Today’s guest picture was taken by my daughter Annie and shows some old gentleman or other in the garden on a wet day at Dalemain in Cumbria.
Our daughter was visiting for a couple of days so naturally the rain clouds set in and it was a miserable morning. A quick check on the weather forecast showed that it was going to go on being miserable all day so what could be better than an excursion? Nothing.
The forecast had suggested that it might rain slightly more gently in the Penrith area around lunchtime so we headed off in that direction. Our first stop was at Dalemain, a fine house on the edge of the Lake District.
You can buy a ticket for a tour of the house or one for a tour of the garden and as it was raining quite steadily, we naturally chose the garden. It was beautiful, even in the rain. There were gorgeous flowers on every side…
Great views in the garden…
…and lovely views from the garden….
One of the highlights was a display of meconopsis set against rhododendrons that even in the rain positively glowed with colour.
It was pleasantly warm and the garden was well sheltered and we enjoyed the stroll immensely. We will certainly come back again.
As well as the garden, we visited the Great Barn…
…which houses a display of old machinery of all sorts including early washing machines, agricultural implements and transport of various kinds.
We passed by an old gentlemen who was feeding great tits from his hand in the courtyard and we waved at a passing deer…
…as we left and headed down to Pooley Bridge at the top of Ullswater.
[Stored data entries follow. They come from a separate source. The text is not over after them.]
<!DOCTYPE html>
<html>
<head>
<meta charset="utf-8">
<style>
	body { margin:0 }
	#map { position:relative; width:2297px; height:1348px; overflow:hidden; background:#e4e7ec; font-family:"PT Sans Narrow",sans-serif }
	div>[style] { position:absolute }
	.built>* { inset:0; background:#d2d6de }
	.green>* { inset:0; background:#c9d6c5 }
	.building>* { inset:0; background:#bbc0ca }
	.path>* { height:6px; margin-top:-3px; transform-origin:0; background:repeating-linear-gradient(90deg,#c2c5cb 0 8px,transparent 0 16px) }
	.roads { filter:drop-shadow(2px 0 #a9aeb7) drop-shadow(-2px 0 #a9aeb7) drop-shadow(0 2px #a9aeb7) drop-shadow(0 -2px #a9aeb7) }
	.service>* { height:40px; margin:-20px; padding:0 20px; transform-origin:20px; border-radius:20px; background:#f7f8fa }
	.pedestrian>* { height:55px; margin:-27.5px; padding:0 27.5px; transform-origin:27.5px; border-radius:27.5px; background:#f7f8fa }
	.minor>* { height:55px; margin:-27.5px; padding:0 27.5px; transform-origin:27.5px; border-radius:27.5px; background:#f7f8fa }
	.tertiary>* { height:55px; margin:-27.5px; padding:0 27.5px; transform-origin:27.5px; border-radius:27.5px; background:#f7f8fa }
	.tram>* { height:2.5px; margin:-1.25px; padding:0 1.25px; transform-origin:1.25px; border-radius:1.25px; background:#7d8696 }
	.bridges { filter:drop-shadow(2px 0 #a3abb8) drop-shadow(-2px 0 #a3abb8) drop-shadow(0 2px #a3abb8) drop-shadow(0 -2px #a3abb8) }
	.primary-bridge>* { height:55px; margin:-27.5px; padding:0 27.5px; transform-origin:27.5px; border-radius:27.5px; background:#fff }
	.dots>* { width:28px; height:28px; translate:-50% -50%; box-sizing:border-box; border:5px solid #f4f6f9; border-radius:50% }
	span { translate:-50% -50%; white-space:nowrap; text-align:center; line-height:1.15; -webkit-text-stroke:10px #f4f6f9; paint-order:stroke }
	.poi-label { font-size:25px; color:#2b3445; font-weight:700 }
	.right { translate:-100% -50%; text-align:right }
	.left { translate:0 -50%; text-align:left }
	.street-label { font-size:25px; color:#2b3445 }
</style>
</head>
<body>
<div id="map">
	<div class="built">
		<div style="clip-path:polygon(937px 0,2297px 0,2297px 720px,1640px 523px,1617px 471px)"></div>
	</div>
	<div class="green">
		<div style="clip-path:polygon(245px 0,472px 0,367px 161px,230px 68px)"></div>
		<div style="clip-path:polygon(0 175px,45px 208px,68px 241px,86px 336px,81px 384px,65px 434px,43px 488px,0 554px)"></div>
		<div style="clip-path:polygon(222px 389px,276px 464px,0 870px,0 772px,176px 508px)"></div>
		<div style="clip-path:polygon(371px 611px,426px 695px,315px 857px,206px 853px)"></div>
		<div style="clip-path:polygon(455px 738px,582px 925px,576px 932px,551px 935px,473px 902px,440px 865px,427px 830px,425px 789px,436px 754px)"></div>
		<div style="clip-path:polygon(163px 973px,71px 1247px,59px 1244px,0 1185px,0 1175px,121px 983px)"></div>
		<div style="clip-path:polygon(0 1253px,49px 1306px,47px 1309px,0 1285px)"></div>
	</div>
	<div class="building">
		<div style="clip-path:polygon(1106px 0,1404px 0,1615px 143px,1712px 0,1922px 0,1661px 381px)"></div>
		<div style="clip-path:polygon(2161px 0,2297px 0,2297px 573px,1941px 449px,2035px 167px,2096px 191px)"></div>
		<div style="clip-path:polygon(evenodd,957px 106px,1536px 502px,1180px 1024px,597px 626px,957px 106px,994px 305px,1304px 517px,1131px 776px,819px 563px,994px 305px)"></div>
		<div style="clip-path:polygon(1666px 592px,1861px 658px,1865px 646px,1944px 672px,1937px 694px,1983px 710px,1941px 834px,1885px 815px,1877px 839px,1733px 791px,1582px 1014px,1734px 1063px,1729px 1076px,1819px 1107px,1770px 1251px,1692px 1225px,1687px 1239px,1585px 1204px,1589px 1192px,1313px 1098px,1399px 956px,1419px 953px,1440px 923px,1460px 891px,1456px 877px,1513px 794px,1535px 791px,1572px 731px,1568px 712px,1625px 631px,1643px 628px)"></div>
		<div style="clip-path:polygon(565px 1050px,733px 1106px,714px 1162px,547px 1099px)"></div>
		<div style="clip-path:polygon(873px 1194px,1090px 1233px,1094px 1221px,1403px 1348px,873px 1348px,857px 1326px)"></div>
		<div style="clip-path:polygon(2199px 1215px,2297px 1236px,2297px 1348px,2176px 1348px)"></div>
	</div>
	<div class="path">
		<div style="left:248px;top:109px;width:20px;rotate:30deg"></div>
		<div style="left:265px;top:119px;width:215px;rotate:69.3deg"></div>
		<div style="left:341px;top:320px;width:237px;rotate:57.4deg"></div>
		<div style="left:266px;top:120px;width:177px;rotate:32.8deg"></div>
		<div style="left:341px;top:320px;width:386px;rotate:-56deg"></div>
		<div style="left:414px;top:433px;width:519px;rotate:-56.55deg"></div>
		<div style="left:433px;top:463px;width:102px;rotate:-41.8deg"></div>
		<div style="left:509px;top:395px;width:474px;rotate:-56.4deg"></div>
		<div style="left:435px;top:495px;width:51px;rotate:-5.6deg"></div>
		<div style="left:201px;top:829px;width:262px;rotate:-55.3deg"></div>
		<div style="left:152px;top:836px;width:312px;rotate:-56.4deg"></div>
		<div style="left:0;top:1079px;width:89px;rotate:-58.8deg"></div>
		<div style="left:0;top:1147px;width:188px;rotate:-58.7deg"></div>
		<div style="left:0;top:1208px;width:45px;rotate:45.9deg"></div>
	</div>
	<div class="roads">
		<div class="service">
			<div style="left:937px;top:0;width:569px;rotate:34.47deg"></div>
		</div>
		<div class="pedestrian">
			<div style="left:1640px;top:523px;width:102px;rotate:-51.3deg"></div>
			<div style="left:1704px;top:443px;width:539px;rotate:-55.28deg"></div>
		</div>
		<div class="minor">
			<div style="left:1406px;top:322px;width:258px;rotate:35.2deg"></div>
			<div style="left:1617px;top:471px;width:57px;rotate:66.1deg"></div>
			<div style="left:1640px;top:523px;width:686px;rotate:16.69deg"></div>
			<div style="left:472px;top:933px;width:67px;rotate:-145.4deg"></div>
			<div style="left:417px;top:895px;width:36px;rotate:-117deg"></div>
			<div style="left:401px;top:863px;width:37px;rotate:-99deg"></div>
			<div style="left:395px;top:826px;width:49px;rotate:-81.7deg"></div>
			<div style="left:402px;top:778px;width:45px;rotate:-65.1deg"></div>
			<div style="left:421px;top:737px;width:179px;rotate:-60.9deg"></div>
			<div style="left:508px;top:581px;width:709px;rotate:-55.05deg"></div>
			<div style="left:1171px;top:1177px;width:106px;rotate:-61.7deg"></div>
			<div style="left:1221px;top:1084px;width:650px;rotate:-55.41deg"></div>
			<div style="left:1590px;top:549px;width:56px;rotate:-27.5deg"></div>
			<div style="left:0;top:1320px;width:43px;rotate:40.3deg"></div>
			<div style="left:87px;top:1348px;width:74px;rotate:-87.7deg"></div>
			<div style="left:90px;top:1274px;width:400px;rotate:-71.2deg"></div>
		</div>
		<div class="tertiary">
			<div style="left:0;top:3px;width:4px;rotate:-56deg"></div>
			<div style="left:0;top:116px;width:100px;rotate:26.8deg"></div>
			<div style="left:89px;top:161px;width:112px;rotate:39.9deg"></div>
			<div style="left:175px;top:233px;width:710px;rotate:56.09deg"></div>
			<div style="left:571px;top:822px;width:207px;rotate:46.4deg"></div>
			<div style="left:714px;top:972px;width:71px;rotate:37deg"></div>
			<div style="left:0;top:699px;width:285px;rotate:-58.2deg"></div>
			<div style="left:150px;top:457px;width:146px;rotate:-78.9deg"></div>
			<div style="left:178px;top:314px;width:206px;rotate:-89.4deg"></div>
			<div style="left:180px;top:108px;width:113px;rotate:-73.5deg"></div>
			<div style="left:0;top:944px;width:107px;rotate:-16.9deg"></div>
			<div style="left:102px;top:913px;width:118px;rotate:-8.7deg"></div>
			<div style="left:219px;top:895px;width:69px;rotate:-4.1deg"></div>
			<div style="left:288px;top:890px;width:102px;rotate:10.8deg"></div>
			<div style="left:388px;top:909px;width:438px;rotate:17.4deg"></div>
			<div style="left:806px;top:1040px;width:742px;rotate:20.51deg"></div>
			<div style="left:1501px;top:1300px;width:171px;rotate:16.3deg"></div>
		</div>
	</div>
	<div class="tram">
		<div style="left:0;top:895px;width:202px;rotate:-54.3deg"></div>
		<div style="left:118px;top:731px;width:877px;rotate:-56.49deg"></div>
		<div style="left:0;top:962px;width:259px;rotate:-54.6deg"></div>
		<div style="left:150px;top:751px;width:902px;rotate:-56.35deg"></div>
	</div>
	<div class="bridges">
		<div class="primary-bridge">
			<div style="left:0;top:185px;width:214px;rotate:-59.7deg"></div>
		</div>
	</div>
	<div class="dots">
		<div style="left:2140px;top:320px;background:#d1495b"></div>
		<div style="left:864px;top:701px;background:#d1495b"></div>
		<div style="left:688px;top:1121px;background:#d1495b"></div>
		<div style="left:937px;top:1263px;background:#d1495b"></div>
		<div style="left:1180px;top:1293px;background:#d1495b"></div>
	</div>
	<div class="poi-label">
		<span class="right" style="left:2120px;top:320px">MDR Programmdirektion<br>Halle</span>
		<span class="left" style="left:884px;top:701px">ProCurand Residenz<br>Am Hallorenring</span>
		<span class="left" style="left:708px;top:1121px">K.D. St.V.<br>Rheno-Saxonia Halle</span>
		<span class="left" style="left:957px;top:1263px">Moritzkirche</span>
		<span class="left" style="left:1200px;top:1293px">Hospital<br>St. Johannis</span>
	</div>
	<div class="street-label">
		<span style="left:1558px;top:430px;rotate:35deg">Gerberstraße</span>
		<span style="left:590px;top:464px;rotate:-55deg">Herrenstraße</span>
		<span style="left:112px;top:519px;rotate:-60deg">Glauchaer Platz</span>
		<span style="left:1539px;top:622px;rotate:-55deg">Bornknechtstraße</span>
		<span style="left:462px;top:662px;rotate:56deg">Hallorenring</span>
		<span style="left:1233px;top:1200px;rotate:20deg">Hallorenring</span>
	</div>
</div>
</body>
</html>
Annie was keen to see a lake while in the Lake District.
The weather forecast didn’t let us down and the rain eased for a while as we walked along the lakes shore.
We were in full tourist mode by now and soon left the lake as the rain started and headed across country to Larch Cottage Nurseries. This, as well as being an excellent garden centre, has a nice café. We were too late for lunch and made do with a cake or scone each. This was the view from the window as we sipped our coffee.
Larch Cottage is a most unusual garden centre but it has featured in the blog before and as it was pouring with rain while we walked round, I only took one picture today. This was a combination of blue plants that really appealed to Mrs Tootlepedal.
I was much struck by the red flowers on this chestnut tree at the entrance to the car park. I have never registered seeing one of these before but I saw three today in various places.
There is no doubt that it won’t be too long before we are back in this part of the country but once again the rain ensured that we didn’t stay too long today and at my daughter’s suggestion, we were soon driving up the valley of the river Eden to see one of the largest bronze age stone circles in England.
This was Long Meg and Her Daughters near Little Salkeld.
Even in the rain, this was an impressive sight and site. It is far too big for a ground based photographer to do it justice.
I had seen this on the map but I didn’t realise that it was such an impressive site on the ground. I am surprised that so little is made of it. There was no information board or proper car park. I can only assume that the land owner is not keen on visitors.
We drove back home on quiet country roads line with buttercups and cow parsley as far as Brampton and then whizzed up the last twenty miles on main roads in pursuit of a well earned cup of tea.
Although it had rained for pretty well the whole of the outing, it had been very successful and the wet weather had hardly dampened our enthusiasm at all.
After a quick pasta meal for tea, Mrs Tootlepedal and I left Annie at home to get on with her crochet while we went off to our local choir practice. I had a young lad sitting next to me who could not only sing very nicely but could also pitch those tricky notes correctly so I enjoyed myself. As the song says, I can get by with a little help from my friends.
The visit to the lake side provided me with a welcome flying bird of the day.